**WORK REQUIRED**
Copy out each line of the data that contains "buttons".

Stored data:
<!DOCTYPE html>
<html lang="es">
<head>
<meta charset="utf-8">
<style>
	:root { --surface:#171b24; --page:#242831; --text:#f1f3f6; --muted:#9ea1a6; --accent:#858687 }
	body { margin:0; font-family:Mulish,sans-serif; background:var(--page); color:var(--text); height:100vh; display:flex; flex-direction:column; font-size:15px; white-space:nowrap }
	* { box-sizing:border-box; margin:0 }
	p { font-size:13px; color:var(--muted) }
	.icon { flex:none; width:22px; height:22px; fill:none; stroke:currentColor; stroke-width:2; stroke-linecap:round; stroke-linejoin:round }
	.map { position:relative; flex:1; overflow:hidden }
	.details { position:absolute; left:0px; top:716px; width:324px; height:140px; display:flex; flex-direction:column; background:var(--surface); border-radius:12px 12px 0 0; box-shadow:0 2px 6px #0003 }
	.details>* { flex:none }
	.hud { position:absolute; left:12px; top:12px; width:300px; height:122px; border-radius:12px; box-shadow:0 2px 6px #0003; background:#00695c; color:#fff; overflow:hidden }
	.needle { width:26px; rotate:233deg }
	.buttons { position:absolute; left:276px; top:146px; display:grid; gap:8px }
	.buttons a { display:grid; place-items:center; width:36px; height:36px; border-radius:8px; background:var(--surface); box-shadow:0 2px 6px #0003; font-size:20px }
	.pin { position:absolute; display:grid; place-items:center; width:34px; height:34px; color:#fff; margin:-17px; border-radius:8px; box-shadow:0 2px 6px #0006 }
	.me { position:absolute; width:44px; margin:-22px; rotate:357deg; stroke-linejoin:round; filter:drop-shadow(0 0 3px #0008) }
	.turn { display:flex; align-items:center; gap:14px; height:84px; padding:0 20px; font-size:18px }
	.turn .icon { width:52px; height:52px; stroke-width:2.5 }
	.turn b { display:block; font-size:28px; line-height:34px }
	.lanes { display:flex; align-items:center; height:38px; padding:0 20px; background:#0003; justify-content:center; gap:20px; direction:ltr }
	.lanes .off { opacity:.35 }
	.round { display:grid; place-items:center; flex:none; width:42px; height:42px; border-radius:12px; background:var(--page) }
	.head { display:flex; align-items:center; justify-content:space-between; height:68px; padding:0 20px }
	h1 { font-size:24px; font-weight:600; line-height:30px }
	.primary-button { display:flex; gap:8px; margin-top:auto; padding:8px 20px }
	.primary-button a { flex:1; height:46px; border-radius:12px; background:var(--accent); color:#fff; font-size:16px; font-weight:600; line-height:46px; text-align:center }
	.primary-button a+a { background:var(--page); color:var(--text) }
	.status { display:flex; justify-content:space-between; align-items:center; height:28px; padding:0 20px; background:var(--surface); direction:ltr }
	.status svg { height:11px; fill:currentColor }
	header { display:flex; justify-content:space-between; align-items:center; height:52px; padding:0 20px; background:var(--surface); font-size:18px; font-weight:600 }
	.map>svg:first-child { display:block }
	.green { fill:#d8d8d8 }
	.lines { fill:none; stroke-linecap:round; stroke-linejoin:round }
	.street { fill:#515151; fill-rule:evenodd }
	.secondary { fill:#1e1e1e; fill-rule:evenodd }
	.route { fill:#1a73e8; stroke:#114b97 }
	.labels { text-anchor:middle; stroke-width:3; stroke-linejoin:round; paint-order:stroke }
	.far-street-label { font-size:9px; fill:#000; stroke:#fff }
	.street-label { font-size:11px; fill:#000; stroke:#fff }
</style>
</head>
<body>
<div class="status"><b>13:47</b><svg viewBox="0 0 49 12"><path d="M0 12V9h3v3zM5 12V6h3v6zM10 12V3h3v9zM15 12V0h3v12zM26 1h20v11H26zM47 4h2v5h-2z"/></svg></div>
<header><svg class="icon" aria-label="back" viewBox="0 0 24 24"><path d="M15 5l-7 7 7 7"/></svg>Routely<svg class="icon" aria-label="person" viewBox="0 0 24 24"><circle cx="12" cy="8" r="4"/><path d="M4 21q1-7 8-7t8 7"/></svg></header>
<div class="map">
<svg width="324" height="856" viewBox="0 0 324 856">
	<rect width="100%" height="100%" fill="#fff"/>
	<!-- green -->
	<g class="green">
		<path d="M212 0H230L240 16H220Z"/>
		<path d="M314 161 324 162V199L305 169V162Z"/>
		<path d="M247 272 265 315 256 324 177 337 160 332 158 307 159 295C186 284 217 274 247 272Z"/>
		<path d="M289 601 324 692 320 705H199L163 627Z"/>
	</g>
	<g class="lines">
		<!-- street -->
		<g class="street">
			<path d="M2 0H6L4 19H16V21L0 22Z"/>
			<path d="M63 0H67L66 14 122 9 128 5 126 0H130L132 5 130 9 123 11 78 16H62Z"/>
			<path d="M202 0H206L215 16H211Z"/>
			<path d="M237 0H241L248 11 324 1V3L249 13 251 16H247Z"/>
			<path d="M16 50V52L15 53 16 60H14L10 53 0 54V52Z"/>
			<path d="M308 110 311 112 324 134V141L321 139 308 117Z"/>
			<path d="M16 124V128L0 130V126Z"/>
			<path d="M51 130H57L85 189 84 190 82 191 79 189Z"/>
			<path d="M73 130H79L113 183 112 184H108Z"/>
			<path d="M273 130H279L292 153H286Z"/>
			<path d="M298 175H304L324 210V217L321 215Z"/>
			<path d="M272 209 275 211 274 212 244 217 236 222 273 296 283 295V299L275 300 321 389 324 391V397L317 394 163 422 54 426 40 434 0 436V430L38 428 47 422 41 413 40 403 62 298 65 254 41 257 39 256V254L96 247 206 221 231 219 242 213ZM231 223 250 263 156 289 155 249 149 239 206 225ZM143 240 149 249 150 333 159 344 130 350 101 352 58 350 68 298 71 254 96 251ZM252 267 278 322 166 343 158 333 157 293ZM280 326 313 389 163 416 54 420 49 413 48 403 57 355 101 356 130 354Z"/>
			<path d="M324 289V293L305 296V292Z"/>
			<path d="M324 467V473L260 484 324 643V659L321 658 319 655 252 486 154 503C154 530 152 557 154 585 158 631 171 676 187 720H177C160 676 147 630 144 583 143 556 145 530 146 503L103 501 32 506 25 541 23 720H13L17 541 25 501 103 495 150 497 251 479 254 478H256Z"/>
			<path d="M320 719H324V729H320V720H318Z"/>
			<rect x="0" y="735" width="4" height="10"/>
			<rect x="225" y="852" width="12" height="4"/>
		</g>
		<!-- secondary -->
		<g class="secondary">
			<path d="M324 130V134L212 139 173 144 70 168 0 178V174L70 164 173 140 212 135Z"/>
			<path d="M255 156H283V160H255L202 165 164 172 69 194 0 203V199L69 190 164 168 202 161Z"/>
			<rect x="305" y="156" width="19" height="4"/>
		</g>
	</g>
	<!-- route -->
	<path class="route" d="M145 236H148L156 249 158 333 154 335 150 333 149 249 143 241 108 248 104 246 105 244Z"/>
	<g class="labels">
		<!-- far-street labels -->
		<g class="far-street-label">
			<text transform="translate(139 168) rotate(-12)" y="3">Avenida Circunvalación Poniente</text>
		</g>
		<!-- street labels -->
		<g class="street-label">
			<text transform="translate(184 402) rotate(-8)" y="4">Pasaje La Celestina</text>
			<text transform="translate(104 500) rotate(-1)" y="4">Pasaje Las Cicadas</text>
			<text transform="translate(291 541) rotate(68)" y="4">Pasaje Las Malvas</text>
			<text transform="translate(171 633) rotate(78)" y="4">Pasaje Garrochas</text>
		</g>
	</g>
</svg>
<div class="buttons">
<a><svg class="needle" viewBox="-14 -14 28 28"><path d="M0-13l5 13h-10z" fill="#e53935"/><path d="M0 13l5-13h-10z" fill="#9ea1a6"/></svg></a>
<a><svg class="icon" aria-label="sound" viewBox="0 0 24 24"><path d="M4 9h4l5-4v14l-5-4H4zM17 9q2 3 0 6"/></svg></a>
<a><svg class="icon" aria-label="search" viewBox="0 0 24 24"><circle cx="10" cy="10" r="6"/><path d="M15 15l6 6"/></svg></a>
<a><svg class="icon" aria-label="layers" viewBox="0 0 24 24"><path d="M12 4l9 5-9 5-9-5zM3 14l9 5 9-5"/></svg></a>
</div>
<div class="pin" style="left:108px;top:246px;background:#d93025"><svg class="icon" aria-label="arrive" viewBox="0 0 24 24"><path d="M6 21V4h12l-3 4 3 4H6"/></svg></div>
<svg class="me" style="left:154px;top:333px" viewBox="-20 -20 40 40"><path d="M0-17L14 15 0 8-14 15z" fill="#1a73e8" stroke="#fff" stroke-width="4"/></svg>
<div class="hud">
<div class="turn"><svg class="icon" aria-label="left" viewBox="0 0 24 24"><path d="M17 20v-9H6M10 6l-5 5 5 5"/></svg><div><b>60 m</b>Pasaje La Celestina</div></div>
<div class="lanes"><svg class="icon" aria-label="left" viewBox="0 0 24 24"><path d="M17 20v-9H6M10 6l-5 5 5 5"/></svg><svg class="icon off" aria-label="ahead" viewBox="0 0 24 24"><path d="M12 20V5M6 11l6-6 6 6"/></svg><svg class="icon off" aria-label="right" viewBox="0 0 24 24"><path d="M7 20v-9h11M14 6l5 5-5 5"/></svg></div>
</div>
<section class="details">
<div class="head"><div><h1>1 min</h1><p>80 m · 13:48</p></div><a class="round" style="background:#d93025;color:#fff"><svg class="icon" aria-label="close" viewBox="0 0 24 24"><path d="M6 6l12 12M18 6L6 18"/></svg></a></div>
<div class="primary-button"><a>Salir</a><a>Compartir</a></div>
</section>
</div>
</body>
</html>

**REPLY**
	.buttons { position:absolute; left:276px; top:146px; display:grid; gap:8px }
	.buttons a { display:grid; place-items:center; width:36px; height:36px; border-radius:8px; background:var(--surface); box-shadow:0 2px 6px #0003; font-size:20px }
<div class="buttons">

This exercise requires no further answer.